What you have to do >> From the records below, work out how many lines carry the string "JSON". Leave out everything but the number.
+++ Provided entries +++
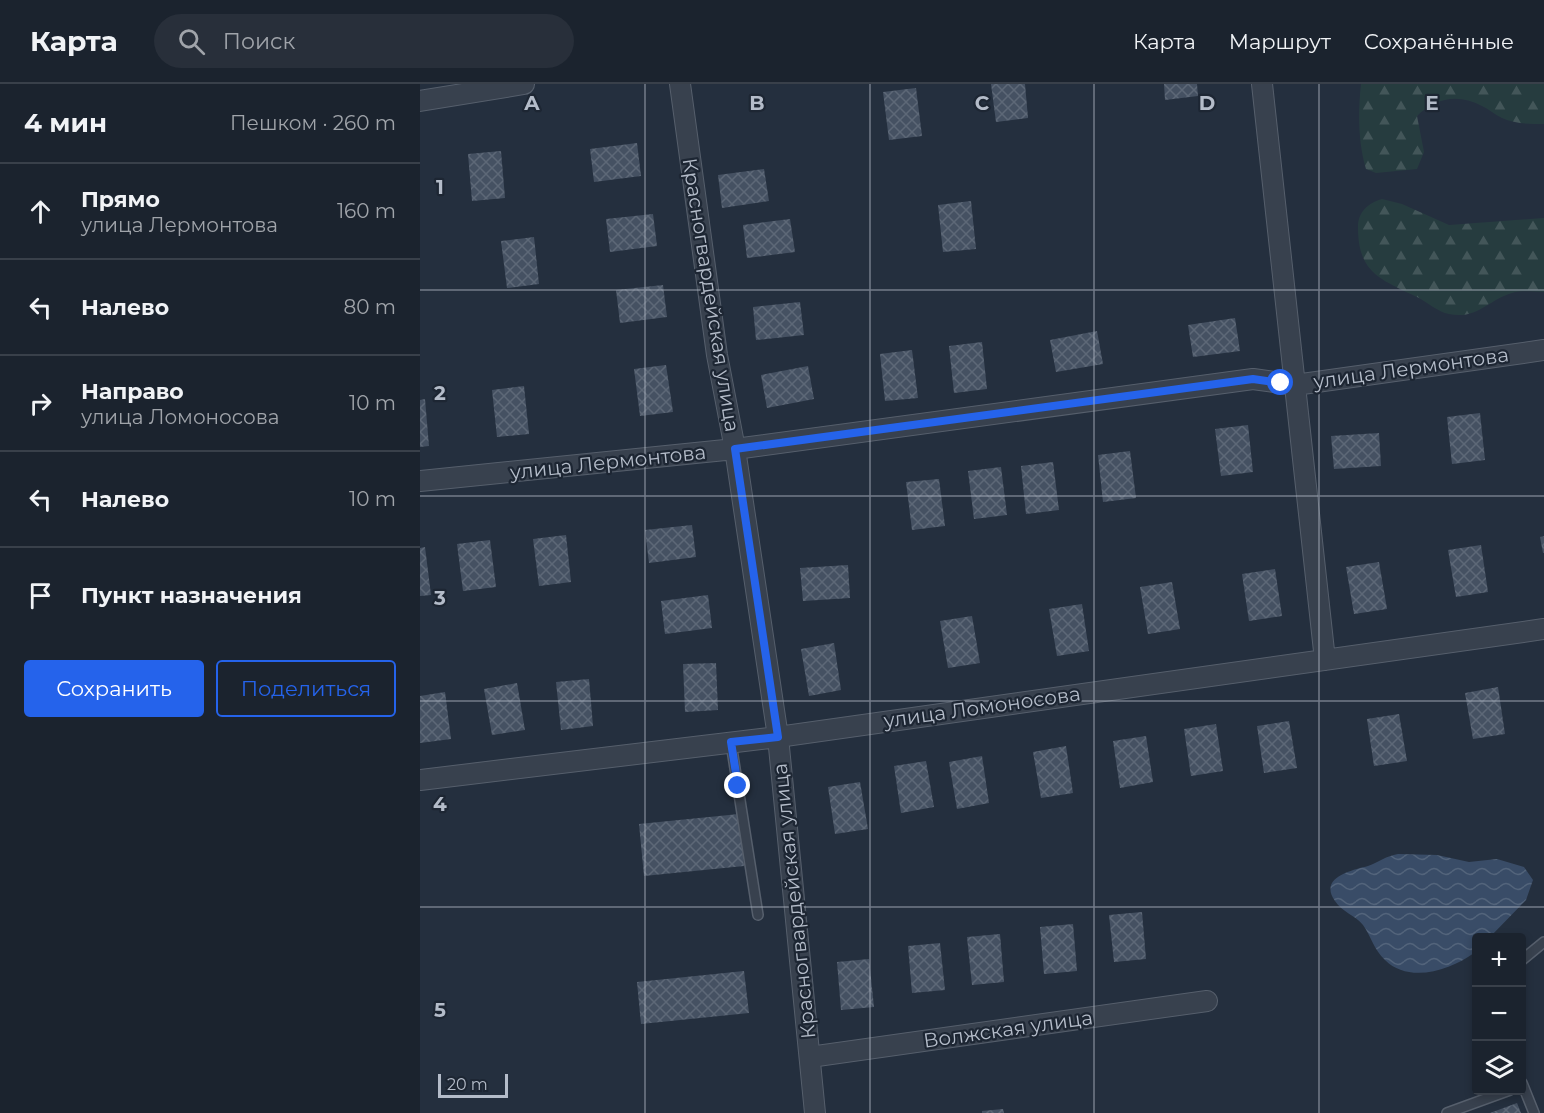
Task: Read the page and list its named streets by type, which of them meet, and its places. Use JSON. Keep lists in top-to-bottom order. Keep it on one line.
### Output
{"streets":{"street":["Красногвардейская улица","улица Лермонтова","улица Ломоносова","Волжская улица"]},"crossings":[["Красногвардейская улица","улица Лермонтова"],["Красногвардейская улица","улица Ломоносова"],["Красногвардейская улица","Волжская улица"]],"scale_bar":"20 m","page":{"header":"Карта","search":"Поиск","nav":["Карта","Маршрут","Сохранённые"],"heading":["4 мин","Пешком · 260 m"],"list":[["Прямо","улица Лермонтова","160 m"],["Налево","80 m"],["Направо","улица Ломоносова","10 m"],["Налево","10 m"],"Пункт назначения"],"buttons":["Сохранить","Поделиться"],"map_buttons":["+","−"],"scale":"20 m"},"grid":{"columns":["A","B","C","D","E"],"rows":["1","2","3","4","5"]}}
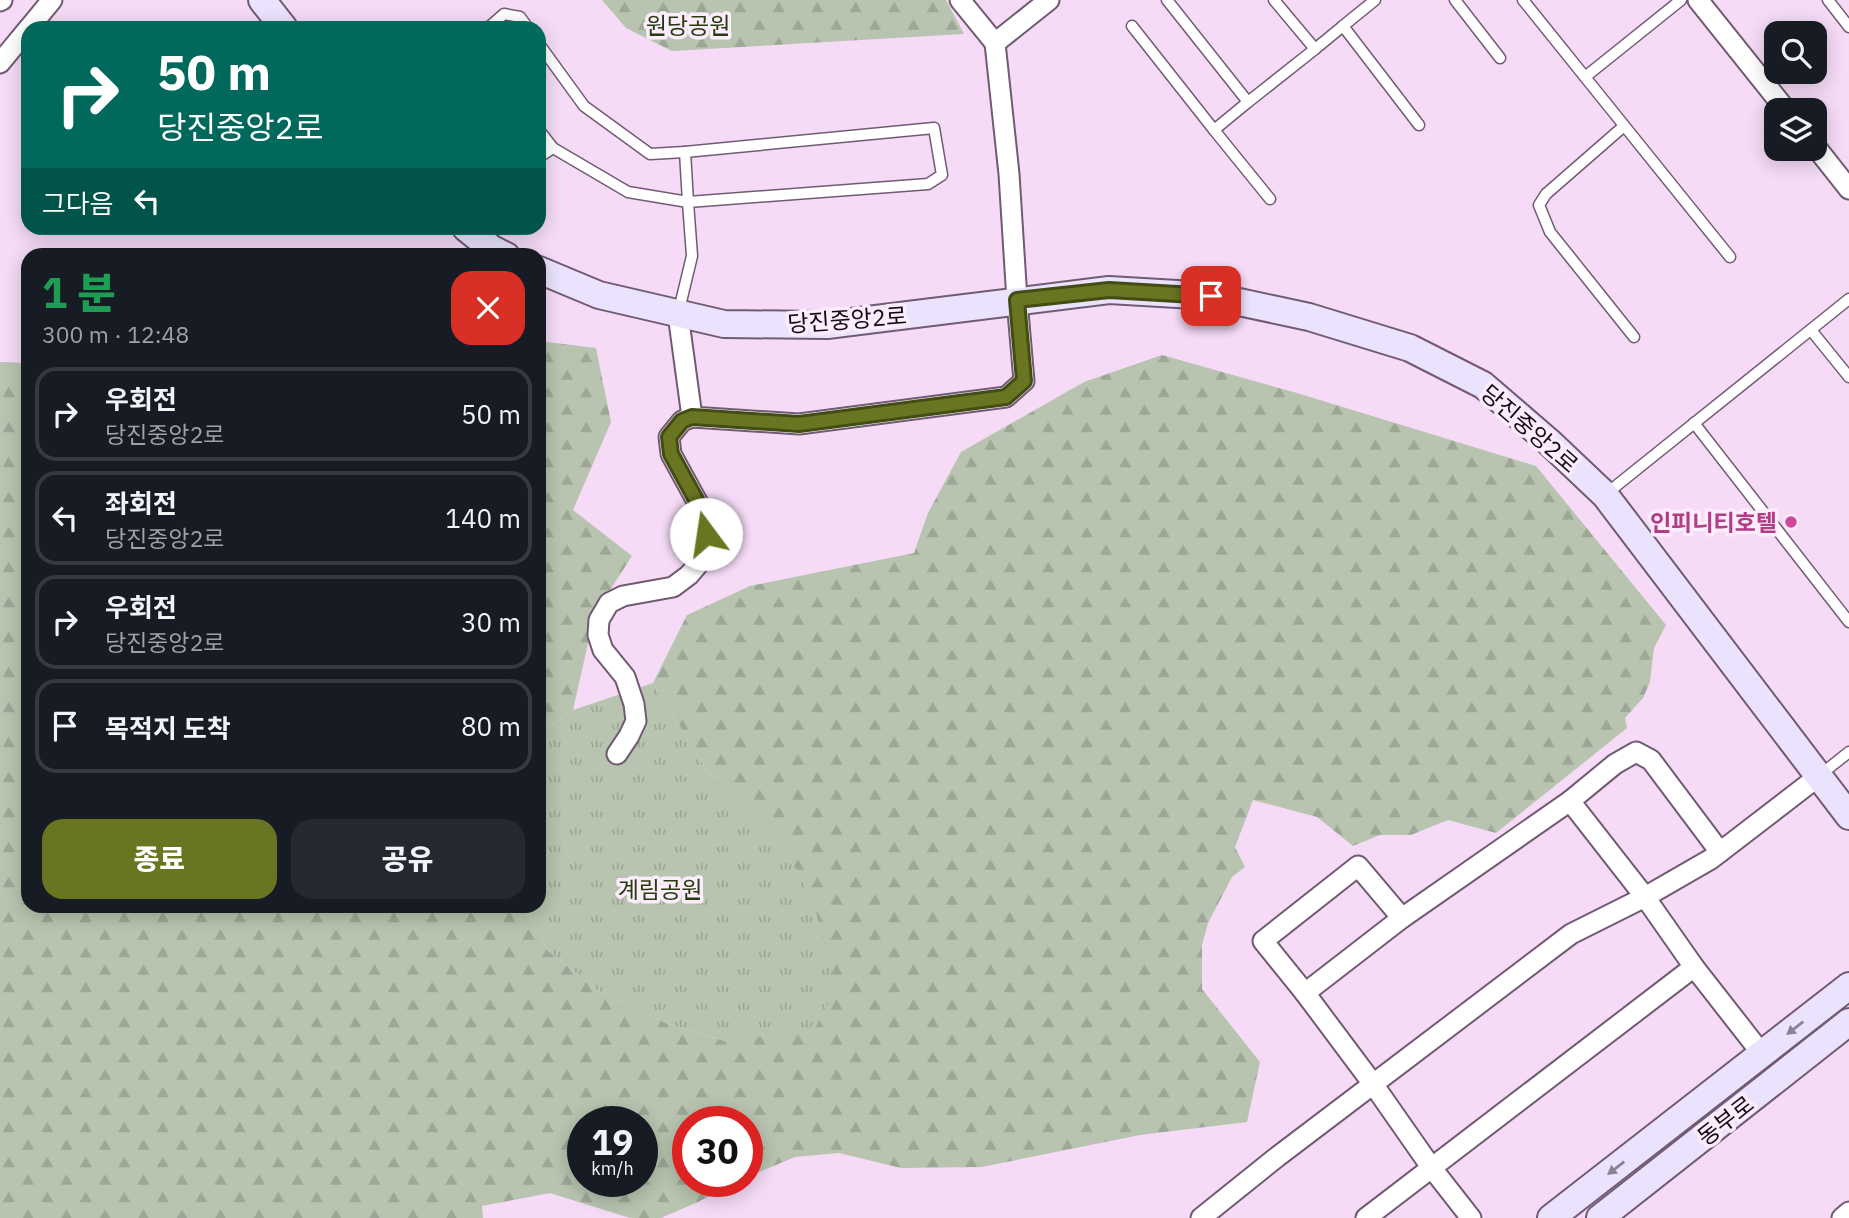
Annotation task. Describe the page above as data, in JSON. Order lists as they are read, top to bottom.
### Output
{
  "streets": {
    "street": ["당진중앙2로", "동부로"]
  },
  "parks": ["원당공원", "계림공원"],
  "places": ["인피니티호텔"],
  "page": {
    "turn": ["50 m", "당진중앙2로"],
    "then": "그다음",
    "heading": ["1 분", "300 m · 12:48"],
    "list": [
      {
        "name": "우회전",
        "note": "당진중앙2로",
        "value": "50 m"
      },
      {
        "name": "좌회전",
        "note": "당진중앙2로",
        "value": "140 m"
      },
      {
        "name": "우회전",
        "note": "당진중앙2로",
        "value": "30 m"
      },
      {
        "name": "목적지 도착",
        "value": "80 m"
      }
    ],
    "buttons": ["종료", "공유"],
    "speed": "19 km/h",
    "limit": "30"
  }
}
+++
Output of the task >> 2